Structural and functional problems with the Cryptocurrency markets

The cryptocurrency markets are in their infancy – and accordingly suffer many problems that time and technology will resolve. Some of the problems include:

  • Despite the claims of blockchain’s revolutionary technology, it takes far too long for transactions/trades to clear the chain.
  • Opening an account with many crypto exchanges can be a time consuming and frustrating experience.
  • It takes an excessive period of time for deposits to be posted to an account.
  • While coins can be safely held in hard wallets, hard wallets can become lost, stolen or damaged.
  • While coins can be sorted securely on hard wallets, what protects the flat balances at the various exchange from hackers or exchange bankruptcies?
  • Hard wallet depositories are akin to burying Gold in the backyard. It is an irony that cryptos represent the most advanced internet/financial/commercial technology, yet crypto traders are storing millions of dollars on a USB device. REALLY?
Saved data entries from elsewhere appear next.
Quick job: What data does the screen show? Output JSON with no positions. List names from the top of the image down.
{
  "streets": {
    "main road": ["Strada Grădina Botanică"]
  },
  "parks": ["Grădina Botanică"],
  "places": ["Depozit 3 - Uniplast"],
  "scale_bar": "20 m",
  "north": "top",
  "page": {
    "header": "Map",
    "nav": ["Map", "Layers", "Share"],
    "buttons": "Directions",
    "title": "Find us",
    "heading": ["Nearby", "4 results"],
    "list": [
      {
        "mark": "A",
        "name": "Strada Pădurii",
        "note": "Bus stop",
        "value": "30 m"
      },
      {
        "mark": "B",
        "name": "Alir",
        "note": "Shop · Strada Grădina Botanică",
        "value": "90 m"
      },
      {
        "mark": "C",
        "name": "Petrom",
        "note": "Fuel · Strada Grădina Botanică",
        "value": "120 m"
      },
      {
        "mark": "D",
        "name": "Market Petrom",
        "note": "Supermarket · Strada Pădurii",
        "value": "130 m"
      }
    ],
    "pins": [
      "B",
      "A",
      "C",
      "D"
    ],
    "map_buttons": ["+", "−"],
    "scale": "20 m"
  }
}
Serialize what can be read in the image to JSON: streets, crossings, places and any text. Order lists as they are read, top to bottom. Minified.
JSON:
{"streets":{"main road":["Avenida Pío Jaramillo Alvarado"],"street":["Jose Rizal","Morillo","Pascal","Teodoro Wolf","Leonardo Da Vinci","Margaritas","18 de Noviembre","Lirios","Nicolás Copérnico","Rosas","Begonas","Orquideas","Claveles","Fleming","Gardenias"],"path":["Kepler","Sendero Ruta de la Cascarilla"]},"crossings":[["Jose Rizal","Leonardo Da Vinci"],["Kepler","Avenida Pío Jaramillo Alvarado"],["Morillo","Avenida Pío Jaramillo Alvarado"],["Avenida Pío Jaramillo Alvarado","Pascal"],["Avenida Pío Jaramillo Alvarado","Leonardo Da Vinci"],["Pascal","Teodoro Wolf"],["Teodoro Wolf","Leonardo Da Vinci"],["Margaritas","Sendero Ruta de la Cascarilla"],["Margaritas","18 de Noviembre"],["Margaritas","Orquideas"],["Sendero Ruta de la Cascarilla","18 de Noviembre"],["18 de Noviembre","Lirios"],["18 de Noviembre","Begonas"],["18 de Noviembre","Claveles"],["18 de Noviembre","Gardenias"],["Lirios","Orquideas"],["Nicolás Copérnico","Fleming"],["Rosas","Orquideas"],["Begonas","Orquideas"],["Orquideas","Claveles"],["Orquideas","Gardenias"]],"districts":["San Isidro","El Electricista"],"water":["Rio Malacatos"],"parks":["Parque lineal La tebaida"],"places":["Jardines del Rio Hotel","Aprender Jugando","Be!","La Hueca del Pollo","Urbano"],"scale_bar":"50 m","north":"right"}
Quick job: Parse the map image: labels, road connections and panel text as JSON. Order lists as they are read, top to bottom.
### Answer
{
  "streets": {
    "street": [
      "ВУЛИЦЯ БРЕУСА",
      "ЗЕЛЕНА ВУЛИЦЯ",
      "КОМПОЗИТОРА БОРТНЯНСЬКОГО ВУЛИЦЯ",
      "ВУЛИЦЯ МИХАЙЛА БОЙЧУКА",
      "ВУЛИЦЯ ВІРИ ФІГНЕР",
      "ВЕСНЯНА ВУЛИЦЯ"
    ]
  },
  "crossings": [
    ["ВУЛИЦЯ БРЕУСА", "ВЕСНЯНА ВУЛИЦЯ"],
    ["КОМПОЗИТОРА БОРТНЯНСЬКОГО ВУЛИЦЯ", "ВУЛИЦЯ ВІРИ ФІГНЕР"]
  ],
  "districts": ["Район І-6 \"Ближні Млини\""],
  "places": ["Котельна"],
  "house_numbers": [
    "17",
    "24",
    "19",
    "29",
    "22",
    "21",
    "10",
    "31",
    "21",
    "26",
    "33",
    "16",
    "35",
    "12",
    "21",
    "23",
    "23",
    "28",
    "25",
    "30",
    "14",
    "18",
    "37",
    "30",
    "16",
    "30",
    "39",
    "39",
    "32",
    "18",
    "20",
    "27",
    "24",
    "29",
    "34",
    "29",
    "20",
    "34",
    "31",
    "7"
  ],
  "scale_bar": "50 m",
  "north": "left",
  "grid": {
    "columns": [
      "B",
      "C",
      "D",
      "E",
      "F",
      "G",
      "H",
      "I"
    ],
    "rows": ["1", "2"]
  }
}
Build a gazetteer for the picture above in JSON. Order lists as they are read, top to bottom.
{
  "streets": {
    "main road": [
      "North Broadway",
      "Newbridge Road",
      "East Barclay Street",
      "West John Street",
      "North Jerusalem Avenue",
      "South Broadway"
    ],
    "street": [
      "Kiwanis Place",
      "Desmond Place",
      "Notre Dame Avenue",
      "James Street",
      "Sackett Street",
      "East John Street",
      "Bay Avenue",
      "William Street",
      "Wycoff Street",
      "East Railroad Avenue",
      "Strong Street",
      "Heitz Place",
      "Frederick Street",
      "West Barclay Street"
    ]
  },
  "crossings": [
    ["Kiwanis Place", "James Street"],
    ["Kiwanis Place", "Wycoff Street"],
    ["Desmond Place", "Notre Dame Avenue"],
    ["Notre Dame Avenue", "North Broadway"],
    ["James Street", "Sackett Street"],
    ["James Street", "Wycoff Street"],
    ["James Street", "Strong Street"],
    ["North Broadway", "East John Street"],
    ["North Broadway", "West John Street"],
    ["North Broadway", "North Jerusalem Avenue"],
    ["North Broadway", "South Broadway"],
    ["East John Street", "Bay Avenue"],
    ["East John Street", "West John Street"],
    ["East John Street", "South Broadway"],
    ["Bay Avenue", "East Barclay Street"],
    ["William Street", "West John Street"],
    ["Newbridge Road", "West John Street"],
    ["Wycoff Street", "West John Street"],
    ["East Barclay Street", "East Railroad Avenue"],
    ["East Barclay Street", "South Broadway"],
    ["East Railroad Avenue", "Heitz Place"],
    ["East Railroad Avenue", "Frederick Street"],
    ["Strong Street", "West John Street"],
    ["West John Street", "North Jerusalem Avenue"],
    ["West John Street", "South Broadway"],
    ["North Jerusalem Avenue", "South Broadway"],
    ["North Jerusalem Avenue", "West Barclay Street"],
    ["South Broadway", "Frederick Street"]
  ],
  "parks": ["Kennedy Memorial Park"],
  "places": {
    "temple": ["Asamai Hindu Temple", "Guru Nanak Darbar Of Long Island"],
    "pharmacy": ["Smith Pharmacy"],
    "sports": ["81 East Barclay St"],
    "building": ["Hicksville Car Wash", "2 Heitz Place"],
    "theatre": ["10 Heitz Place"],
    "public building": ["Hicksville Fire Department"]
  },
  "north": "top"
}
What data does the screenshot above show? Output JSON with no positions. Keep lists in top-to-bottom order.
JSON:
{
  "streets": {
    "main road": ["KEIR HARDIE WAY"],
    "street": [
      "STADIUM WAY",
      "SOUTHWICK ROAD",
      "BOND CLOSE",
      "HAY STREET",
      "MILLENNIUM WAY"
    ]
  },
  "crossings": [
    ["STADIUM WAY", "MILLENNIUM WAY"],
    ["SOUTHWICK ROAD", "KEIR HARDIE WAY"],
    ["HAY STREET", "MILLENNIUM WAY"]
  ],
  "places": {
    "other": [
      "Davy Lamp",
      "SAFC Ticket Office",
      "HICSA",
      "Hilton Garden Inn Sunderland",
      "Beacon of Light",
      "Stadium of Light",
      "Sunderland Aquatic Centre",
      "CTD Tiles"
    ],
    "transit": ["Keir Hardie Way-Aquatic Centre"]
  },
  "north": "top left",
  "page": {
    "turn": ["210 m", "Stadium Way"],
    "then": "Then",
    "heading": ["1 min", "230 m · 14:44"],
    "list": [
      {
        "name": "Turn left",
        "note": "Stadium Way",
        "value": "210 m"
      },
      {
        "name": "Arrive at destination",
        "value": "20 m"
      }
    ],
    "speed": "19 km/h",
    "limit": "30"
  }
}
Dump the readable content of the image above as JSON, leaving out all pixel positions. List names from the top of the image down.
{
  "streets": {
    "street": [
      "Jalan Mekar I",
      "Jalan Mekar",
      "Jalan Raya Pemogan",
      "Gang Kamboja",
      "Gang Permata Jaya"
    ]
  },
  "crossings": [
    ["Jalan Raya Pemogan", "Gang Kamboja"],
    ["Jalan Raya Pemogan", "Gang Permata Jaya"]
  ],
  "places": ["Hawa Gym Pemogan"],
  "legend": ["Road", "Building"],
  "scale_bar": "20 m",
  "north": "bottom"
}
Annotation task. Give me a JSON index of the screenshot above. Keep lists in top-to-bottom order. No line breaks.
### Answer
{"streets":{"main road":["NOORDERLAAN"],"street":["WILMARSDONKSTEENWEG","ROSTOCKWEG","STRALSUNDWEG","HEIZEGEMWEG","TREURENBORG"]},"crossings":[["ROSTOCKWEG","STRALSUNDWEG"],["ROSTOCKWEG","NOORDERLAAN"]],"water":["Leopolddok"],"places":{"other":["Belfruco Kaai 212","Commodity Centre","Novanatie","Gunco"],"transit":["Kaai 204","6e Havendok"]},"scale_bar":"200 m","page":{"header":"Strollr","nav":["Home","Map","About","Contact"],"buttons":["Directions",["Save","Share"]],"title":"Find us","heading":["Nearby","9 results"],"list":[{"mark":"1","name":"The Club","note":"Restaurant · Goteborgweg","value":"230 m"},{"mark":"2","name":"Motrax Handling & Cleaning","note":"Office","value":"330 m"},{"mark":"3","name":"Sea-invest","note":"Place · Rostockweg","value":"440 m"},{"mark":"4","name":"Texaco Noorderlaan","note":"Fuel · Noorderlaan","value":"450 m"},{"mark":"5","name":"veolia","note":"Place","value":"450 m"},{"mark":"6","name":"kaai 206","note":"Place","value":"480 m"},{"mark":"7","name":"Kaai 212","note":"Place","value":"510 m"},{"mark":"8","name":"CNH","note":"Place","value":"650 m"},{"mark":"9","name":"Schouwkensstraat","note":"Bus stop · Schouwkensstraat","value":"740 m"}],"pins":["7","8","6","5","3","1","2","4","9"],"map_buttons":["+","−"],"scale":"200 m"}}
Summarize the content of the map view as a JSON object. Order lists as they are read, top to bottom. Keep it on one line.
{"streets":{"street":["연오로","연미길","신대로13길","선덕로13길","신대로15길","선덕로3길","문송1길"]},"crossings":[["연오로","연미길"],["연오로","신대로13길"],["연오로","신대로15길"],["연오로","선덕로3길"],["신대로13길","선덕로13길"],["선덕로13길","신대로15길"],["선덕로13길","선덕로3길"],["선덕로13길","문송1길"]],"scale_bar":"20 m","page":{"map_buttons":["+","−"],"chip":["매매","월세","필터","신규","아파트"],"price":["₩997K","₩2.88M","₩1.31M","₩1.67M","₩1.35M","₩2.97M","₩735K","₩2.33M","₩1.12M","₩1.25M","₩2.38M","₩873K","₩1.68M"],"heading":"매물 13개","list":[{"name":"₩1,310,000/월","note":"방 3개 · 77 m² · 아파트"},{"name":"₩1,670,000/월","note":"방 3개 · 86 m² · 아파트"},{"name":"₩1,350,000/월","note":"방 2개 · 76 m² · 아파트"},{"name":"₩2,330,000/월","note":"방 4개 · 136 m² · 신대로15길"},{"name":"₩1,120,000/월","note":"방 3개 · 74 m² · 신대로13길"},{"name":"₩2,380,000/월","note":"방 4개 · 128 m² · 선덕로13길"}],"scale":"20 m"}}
  • The bid/offer spreads at many exchanges are far too wide. It is often difficult and time consuming to “cross the spread” (buy at the offer or sell at the bid).
  • The price of the same coin varies considerably from exchange to exchange. This makes charting extremely difficult.
  • Good luck receiving guidance from an exchange’s help desk. In fact, has anyone even spoken by phone to a support person at any exchange?
  • The transaction fees at some exchanges would add time to Bernie Madoff’s sentence.
  • It can take forever to withdraw funds from an exchange – many exchanges limit the amount of each withdrawal and intentionally hold customers funds as long as possible.
  • Moving coins from one exchange to another (either directly or with a hard wallet as the pivot) can be a time consuming activity, preventing aggressive arbitrage operations.
  • The web site/trading platform of some exchanges crash when a trader most needs to place an order.
  • The cryptos are far too volatile. The volatility will prevent wide commercial/institutional acceptance over the long haul.
  • The lack of unified price settlements will also prevent commercial/institutional acceptance.